TASK DIRECTIONS → Look through the material below and copy exactly the lines from the line with "<!-- route -->" to the line with "<!-- street labels -->", those two lines included.

DATA RECORDS →
◇ ◇ ◇

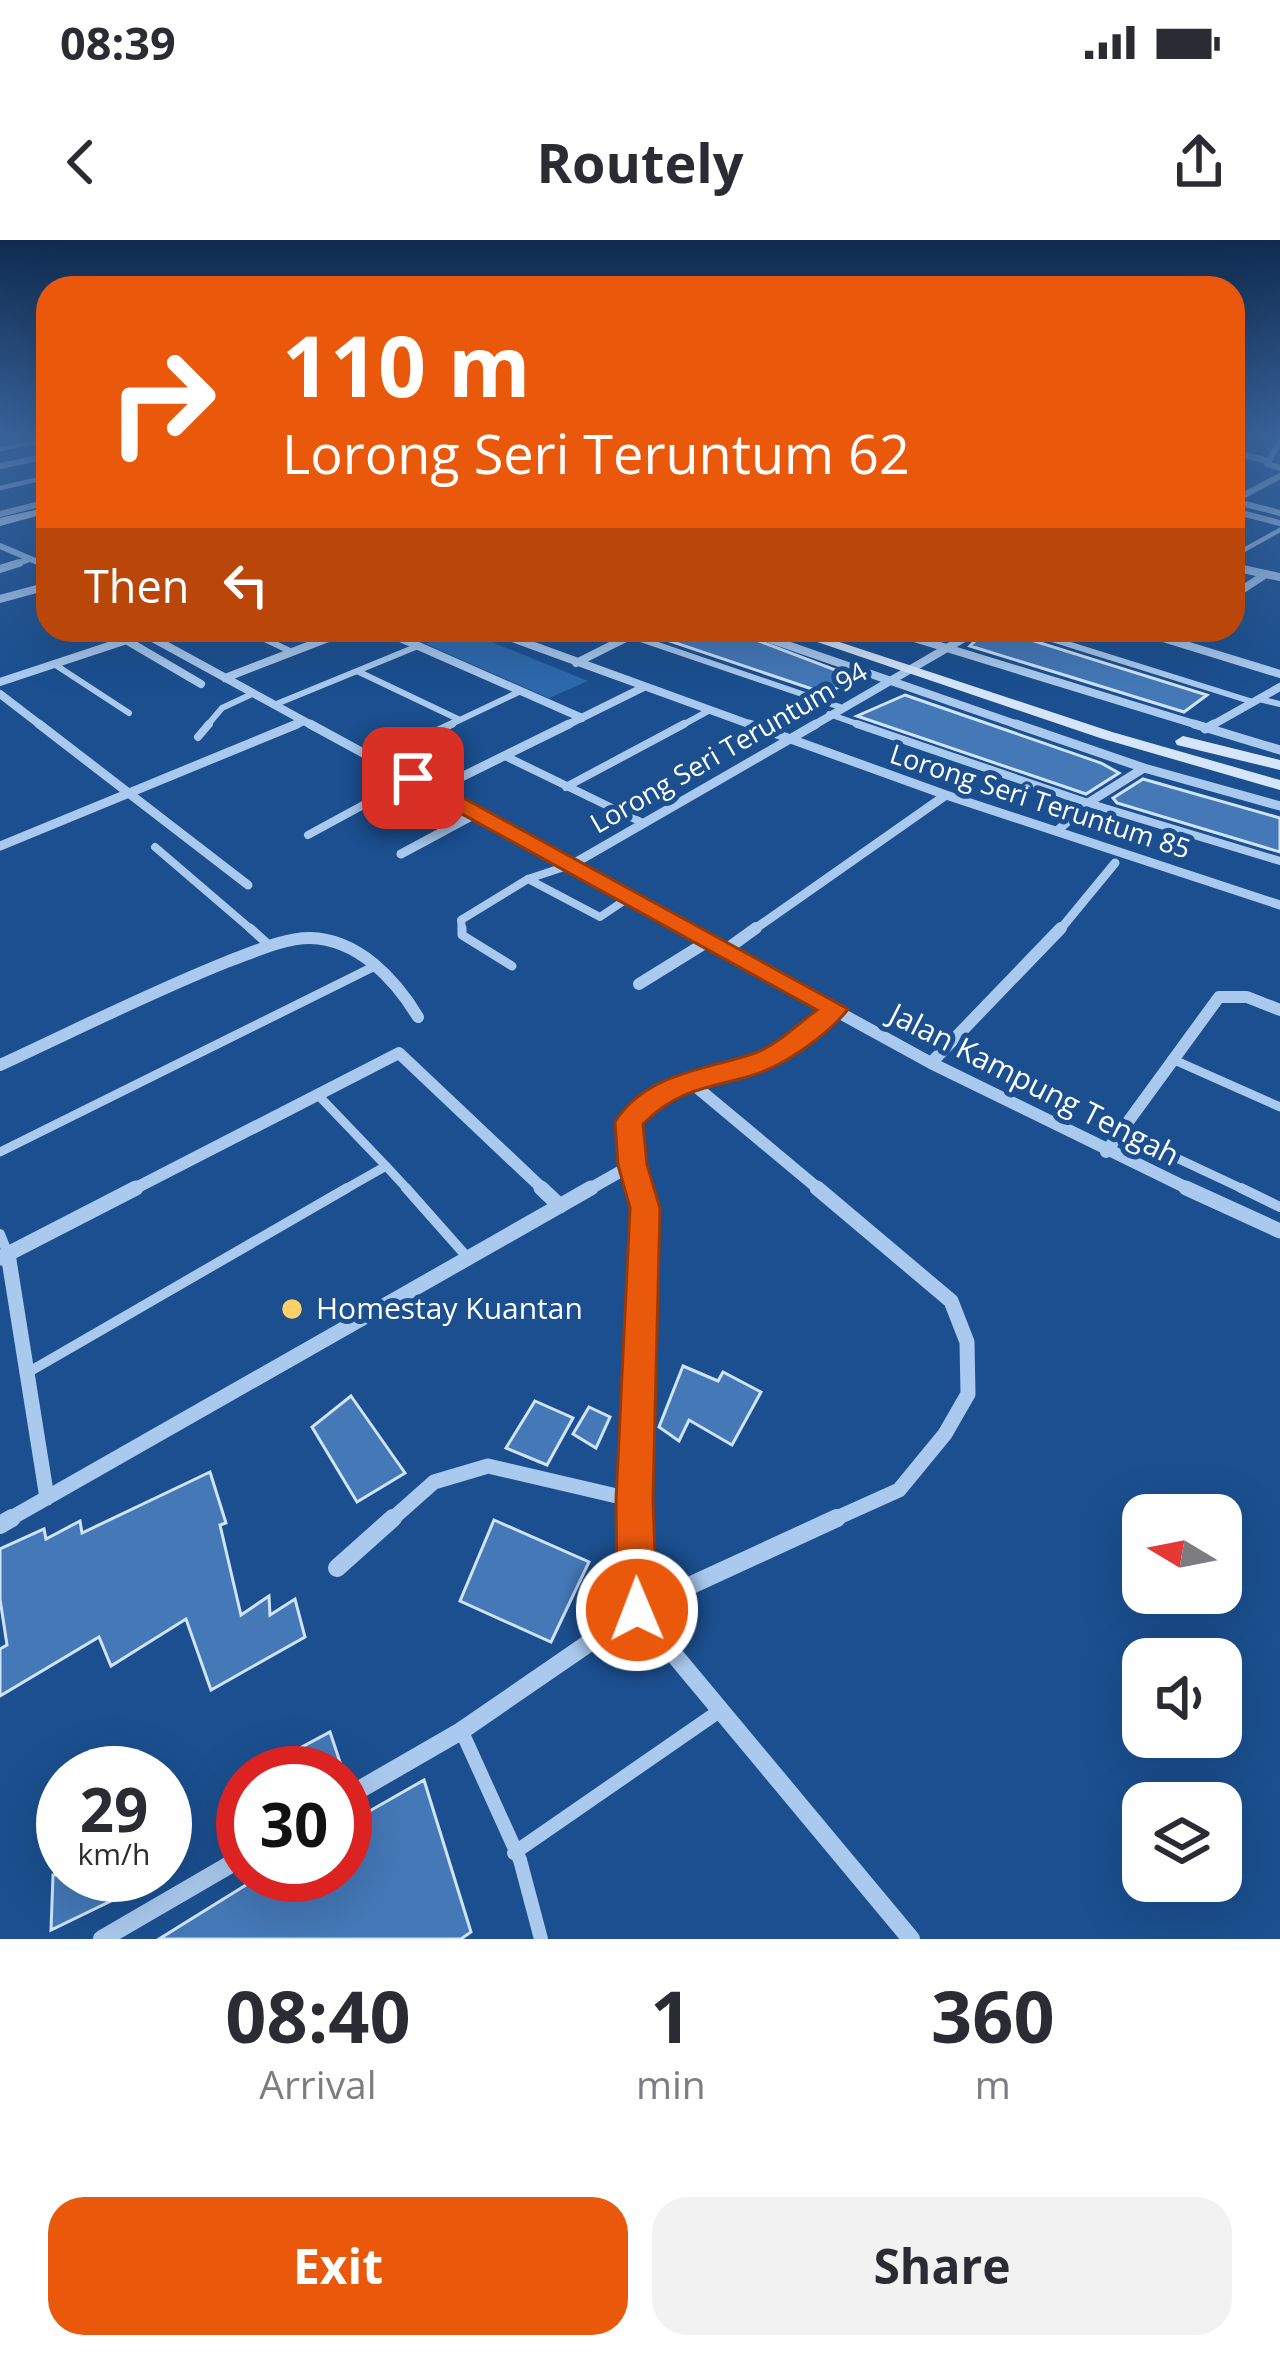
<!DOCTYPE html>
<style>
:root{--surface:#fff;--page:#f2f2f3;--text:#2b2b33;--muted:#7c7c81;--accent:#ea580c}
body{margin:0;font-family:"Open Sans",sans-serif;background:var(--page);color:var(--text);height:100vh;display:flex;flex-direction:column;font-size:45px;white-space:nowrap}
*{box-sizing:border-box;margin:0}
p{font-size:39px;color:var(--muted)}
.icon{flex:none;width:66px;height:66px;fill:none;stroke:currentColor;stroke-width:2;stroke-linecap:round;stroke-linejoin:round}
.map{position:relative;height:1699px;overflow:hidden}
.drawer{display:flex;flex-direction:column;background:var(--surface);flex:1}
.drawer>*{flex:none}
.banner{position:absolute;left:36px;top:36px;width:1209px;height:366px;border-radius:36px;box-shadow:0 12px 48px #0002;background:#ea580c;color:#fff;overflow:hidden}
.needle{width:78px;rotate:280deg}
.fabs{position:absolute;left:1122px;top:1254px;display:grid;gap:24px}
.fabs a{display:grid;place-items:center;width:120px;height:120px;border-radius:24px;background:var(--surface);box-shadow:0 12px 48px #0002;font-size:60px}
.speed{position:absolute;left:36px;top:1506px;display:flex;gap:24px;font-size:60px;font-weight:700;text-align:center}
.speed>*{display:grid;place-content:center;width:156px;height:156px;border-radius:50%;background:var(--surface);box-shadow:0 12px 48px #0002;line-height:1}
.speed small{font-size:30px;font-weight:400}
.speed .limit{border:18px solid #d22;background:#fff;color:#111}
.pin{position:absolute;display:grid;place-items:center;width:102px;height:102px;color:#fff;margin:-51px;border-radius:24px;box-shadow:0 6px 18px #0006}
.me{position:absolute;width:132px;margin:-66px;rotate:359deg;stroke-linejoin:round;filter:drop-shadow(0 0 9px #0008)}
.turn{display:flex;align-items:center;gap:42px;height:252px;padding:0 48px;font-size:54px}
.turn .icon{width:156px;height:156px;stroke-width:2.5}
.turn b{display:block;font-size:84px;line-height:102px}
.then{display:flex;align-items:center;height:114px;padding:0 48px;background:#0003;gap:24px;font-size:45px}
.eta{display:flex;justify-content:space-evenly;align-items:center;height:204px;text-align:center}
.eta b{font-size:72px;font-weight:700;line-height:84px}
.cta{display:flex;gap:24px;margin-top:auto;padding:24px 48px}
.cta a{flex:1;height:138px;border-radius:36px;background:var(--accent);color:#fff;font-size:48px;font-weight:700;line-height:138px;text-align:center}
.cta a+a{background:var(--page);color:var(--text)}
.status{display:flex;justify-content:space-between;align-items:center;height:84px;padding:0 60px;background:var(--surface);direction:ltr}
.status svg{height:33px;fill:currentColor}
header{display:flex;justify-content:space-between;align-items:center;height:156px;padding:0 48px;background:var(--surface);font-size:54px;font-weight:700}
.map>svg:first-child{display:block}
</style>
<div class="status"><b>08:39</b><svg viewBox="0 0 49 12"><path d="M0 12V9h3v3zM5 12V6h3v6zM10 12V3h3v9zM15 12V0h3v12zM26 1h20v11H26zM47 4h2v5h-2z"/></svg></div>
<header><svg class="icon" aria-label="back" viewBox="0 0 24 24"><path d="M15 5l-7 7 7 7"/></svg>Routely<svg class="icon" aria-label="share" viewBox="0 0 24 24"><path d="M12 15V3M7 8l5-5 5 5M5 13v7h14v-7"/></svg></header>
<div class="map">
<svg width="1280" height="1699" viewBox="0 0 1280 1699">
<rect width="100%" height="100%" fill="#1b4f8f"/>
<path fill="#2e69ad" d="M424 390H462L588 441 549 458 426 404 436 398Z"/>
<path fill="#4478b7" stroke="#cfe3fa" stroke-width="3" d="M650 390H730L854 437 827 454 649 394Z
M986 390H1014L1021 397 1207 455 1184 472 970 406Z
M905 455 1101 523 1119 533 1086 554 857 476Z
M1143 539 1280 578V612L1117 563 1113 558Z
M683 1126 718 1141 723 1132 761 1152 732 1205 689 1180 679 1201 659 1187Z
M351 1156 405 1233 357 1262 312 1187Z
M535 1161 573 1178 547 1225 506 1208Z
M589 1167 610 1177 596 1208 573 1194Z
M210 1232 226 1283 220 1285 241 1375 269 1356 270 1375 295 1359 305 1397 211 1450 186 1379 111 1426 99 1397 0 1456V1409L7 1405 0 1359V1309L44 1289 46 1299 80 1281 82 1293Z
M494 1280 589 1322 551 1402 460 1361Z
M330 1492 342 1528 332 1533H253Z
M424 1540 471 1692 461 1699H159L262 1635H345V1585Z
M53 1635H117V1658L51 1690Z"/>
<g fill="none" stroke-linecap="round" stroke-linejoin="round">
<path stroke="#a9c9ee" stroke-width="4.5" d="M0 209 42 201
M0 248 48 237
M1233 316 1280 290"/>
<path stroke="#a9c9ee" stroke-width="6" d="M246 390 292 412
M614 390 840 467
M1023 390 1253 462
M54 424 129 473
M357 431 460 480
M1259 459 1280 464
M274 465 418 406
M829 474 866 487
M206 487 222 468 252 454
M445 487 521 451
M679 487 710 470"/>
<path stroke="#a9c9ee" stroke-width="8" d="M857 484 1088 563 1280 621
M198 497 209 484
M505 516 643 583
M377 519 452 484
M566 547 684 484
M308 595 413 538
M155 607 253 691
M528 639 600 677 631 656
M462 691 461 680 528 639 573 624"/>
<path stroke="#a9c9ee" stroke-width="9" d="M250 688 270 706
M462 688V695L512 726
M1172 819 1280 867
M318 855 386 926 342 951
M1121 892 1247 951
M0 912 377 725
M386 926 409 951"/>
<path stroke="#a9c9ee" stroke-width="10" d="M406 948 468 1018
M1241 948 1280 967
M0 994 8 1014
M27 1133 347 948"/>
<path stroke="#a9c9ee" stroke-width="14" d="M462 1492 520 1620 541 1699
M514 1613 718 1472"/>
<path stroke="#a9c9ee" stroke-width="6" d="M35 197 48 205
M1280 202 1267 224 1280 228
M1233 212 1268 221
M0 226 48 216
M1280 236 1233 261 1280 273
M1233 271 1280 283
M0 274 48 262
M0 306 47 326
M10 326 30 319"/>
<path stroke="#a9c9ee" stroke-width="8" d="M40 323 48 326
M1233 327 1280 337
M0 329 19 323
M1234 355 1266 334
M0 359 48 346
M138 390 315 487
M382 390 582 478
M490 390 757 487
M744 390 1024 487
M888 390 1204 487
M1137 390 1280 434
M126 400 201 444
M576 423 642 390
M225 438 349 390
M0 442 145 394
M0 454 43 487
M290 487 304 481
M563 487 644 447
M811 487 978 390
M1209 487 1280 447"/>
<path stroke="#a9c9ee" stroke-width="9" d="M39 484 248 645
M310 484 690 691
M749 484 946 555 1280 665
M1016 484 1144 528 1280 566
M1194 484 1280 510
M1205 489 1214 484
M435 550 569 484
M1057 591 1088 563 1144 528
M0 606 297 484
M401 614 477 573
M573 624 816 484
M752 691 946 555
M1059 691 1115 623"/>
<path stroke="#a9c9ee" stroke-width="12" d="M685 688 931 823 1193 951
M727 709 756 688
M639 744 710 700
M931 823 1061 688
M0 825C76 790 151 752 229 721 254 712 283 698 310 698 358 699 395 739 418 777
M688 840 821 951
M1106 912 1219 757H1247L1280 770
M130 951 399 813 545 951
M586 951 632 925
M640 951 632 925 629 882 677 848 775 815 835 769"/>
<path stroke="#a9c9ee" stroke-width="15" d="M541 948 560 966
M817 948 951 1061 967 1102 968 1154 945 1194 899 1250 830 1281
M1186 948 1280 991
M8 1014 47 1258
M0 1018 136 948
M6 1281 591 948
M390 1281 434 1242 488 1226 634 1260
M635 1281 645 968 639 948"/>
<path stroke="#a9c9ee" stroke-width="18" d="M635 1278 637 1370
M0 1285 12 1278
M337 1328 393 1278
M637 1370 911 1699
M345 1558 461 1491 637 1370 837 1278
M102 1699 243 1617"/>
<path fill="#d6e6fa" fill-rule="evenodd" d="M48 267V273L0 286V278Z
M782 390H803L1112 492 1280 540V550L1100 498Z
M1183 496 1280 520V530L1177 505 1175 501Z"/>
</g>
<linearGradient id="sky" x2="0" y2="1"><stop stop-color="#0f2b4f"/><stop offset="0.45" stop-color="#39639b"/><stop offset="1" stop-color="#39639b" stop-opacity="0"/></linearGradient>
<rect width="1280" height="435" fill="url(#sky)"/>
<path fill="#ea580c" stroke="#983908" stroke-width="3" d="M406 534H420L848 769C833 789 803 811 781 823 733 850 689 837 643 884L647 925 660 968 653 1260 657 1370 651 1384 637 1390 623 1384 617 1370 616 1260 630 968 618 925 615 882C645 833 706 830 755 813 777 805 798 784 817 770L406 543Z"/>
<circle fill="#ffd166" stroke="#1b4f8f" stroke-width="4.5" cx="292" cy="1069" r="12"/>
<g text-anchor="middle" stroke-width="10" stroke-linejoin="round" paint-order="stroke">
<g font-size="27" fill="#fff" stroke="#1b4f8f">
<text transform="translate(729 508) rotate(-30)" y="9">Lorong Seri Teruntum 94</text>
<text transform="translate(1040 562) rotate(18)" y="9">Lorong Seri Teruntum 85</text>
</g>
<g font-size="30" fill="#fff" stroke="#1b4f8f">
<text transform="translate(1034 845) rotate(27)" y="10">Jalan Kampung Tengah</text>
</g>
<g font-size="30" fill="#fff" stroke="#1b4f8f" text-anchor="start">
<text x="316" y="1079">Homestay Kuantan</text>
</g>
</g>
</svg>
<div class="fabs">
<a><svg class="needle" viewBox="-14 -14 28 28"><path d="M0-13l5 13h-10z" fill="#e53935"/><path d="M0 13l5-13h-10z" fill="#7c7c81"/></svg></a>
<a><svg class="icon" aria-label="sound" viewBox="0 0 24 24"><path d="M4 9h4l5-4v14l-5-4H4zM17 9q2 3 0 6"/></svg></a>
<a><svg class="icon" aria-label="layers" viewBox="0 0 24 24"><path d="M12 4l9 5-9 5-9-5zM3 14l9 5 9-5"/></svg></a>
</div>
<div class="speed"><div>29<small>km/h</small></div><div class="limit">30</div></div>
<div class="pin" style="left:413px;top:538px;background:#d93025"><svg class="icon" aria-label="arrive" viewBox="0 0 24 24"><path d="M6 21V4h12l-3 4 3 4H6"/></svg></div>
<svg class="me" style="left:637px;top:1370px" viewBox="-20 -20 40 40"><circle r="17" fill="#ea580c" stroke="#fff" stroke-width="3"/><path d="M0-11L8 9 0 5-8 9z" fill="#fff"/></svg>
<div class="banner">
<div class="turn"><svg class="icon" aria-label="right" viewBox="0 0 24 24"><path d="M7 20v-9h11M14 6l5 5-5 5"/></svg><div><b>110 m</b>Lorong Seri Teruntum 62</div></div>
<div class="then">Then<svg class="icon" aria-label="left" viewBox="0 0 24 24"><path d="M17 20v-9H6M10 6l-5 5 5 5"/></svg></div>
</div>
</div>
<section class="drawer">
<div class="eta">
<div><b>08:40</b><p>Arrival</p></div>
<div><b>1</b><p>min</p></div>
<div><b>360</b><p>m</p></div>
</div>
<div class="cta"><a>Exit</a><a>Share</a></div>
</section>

◇ ◇ ◇

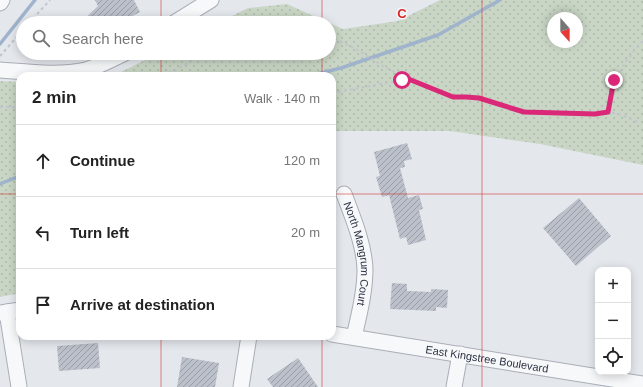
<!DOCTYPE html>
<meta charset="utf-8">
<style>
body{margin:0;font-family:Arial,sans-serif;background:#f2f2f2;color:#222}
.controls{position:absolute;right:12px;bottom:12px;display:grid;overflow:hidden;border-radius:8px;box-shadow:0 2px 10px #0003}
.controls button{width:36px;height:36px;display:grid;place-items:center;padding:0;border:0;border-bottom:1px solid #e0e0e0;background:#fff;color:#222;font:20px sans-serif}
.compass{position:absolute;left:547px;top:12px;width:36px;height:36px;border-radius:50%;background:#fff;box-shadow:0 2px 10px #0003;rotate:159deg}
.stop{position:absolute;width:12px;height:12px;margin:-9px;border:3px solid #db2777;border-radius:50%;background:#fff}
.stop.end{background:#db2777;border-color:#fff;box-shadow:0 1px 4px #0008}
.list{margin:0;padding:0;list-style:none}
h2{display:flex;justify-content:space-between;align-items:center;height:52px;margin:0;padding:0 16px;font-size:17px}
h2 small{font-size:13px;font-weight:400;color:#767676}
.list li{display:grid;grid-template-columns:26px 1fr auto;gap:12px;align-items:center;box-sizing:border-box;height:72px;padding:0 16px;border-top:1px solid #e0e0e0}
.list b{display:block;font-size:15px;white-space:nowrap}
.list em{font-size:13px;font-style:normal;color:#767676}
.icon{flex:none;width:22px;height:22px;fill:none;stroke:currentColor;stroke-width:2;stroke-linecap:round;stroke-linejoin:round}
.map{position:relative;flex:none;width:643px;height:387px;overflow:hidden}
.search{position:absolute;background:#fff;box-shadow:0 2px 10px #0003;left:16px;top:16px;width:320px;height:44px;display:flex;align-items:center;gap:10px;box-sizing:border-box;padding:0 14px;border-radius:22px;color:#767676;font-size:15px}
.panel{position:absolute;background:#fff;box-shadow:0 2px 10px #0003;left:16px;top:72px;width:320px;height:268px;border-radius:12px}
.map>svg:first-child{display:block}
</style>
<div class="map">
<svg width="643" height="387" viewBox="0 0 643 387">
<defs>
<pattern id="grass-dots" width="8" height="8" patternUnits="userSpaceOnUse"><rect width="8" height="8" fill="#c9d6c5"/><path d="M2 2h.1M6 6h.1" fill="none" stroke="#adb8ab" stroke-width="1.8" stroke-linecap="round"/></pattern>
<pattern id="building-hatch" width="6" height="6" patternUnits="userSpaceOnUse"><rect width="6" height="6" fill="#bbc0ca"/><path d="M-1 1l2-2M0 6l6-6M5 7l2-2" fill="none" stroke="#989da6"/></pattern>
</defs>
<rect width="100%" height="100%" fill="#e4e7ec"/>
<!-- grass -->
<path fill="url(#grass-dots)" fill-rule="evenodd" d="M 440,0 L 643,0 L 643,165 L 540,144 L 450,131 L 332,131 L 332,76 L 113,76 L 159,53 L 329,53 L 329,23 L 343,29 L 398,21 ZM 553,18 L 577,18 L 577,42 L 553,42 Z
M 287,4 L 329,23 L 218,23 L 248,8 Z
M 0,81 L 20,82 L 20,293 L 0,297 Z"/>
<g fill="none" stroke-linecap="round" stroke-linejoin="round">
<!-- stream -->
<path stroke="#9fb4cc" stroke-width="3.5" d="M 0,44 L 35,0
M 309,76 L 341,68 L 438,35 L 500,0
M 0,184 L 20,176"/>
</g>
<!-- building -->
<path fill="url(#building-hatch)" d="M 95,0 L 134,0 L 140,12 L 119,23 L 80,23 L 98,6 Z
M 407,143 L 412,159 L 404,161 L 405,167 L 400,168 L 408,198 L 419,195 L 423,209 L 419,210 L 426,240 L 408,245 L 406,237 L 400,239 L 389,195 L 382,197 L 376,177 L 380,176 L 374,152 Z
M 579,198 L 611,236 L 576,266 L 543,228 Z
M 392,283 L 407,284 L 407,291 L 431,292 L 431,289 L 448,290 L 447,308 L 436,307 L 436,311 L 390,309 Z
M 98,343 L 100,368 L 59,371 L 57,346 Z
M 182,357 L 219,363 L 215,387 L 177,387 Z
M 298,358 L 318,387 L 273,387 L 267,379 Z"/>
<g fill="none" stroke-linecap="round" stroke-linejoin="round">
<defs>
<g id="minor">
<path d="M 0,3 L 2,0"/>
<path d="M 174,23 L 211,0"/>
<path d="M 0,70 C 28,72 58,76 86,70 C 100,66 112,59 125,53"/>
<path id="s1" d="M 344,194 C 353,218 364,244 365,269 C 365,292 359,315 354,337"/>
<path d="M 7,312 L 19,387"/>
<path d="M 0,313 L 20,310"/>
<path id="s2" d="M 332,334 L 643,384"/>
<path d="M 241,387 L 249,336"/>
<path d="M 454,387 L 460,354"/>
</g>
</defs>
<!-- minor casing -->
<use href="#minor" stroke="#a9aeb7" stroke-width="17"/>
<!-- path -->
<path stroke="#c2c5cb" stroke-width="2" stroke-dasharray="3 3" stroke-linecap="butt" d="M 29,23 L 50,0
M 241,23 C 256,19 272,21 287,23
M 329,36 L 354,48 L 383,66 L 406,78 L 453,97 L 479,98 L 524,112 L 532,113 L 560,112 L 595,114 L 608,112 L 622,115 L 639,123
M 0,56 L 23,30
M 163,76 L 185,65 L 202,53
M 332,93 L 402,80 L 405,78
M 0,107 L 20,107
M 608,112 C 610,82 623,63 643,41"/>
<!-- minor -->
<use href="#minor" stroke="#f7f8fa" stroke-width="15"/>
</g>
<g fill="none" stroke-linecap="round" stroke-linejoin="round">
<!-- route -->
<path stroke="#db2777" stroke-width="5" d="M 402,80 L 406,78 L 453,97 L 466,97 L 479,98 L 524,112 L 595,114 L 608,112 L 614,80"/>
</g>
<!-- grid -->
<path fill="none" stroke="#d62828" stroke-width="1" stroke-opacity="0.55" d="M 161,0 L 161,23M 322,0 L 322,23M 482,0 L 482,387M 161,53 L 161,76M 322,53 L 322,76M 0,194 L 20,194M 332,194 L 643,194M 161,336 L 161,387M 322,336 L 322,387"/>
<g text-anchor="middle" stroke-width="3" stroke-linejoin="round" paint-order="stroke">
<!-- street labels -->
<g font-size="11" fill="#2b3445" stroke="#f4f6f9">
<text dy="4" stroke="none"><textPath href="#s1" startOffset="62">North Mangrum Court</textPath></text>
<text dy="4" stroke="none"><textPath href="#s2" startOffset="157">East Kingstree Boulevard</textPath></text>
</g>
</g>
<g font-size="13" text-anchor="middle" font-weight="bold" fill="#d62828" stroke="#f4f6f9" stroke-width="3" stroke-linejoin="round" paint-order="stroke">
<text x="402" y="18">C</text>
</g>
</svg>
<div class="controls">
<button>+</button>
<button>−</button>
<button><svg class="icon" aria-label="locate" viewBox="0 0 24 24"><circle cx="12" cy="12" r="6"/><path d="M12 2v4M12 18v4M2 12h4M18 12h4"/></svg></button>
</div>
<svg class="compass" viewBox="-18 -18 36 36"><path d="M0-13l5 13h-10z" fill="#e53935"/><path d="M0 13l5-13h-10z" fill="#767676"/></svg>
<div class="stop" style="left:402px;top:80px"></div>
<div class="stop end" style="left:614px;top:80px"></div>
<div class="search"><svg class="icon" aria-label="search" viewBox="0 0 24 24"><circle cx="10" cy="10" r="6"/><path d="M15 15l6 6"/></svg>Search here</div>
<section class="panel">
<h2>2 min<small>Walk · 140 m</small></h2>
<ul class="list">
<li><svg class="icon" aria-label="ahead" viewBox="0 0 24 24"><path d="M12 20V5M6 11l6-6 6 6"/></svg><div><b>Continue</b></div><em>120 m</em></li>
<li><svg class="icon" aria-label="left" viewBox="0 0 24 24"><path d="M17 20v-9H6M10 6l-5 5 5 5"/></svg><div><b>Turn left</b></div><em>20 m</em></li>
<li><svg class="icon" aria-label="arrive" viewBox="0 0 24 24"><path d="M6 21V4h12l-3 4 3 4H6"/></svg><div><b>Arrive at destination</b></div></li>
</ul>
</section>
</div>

◇ ◇ ◇

SOLUTION →
<!-- route -->
<path stroke="#db2777" stroke-width="5" d="M 402,80 L 406,78 L 453,97 L 466,97 L 479,98 L 524,112 L 595,114 L 608,112 L 614,80"/>
</g>
<!-- grid -->
<path fill="none" stroke="#d62828" stroke-width="1" stroke-opacity="0.55" d="M 161,0 L 161,23M 322,0 L 322,23M 482,0 L 482,387M 161,53 L 161,76M 322,53 L 322,76M 0,194 L 20,194M 332,194 L 643,194M 161,336 L 161,387M 322,336 L 322,387"/>
<g text-anchor="middle" stroke-width="3" stroke-linejoin="round" paint-order="stroke">
<!-- street labels -->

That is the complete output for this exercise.